Hardware threads (e.g. Intel Hyperthreading) are a cheaper and slower alternative to having multiple-cores
Software threads are a software abstraction implemented by the (Linux) kernel:
- either the kernel runs one software thread per CPU (or hyperthread)
- or it fakes it with the scheduler by running a process for a bit, then a timer interrupt comes, then it switches to another process, and so on
Key to their implementation is the hardware provided and kernel configured separation between userland and kerneland: What are Ring 0 and Ring 3 in the context of operating systems?
I will now focus on hardware threads, which is the more obscure hardware question, with a focus on Intel's implementation which it calls Hyperthreading.

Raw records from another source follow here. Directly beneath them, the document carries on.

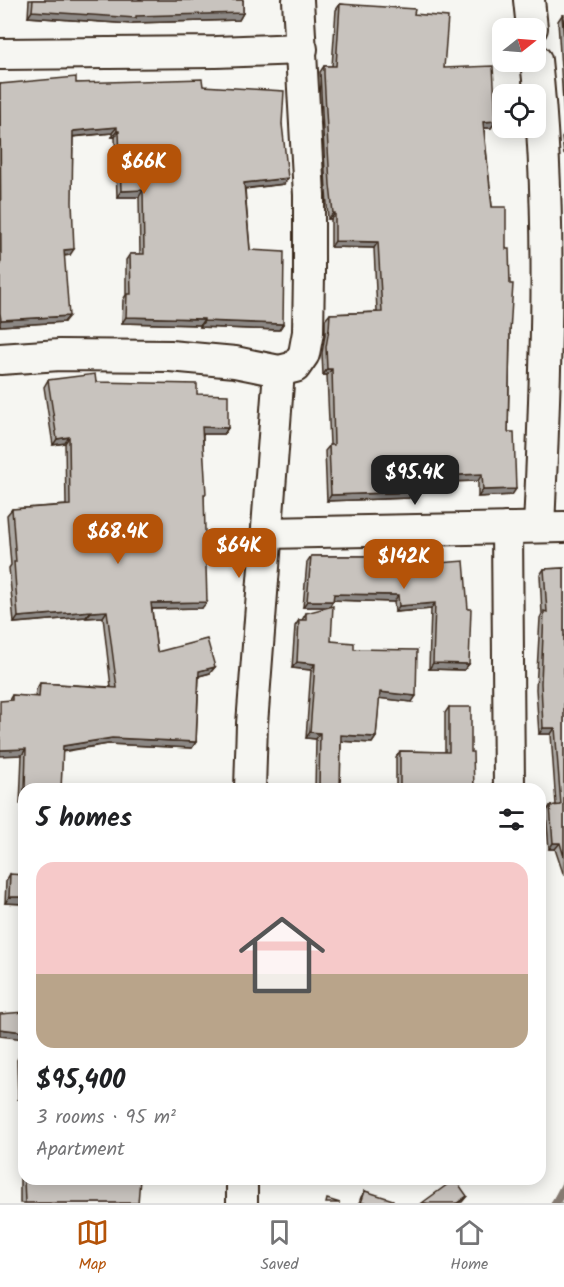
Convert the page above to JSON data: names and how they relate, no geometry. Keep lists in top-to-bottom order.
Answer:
{
  "north": "right",
  "page": {
    "price": [
      "$66K",
      "$95.4K",
      "$68.4K",
      "$64K",
      "$142K"
    ],
    "heading": "5 homes",
    "list": [
      {
        "name": "$95,400",
        "note": "3 rooms · 95 m² · Apartment"
      }
    ],
    "tabs": ["Map", "Saved", "Home"]
  }
}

The Intel Manual Volume 3 System Programming Guide - 325384-056US September 2015 8.7 "INTEL HYPER-THREADING TECHNOLOGY ARCHITECTURE" describes HT briefly. It contains the following diagram:

TODO it is slower by how much percent in average in real applications?
Hyperthreading is possible because modern single CPUs cores already execute multiple instructions at once with the instruction pipeline https://en.wikipedia.org/wiki/Instruction_pipelining
The instruction pipeline is a separation of functions inside of a single core to ensure that each part of the circuit is used at any given time: reading memory, decoding instructions, executing instructions, etc.
Hyperthreading separates functions further by using:
a single backend, which actually runs the instructions with its pipeline.
Dual core has two backends, which explains the greater cost and performance.
two front-ends, which take two streams of instructions and order them in a way to maximize pipelining usage of the single backend by avoiding hazards.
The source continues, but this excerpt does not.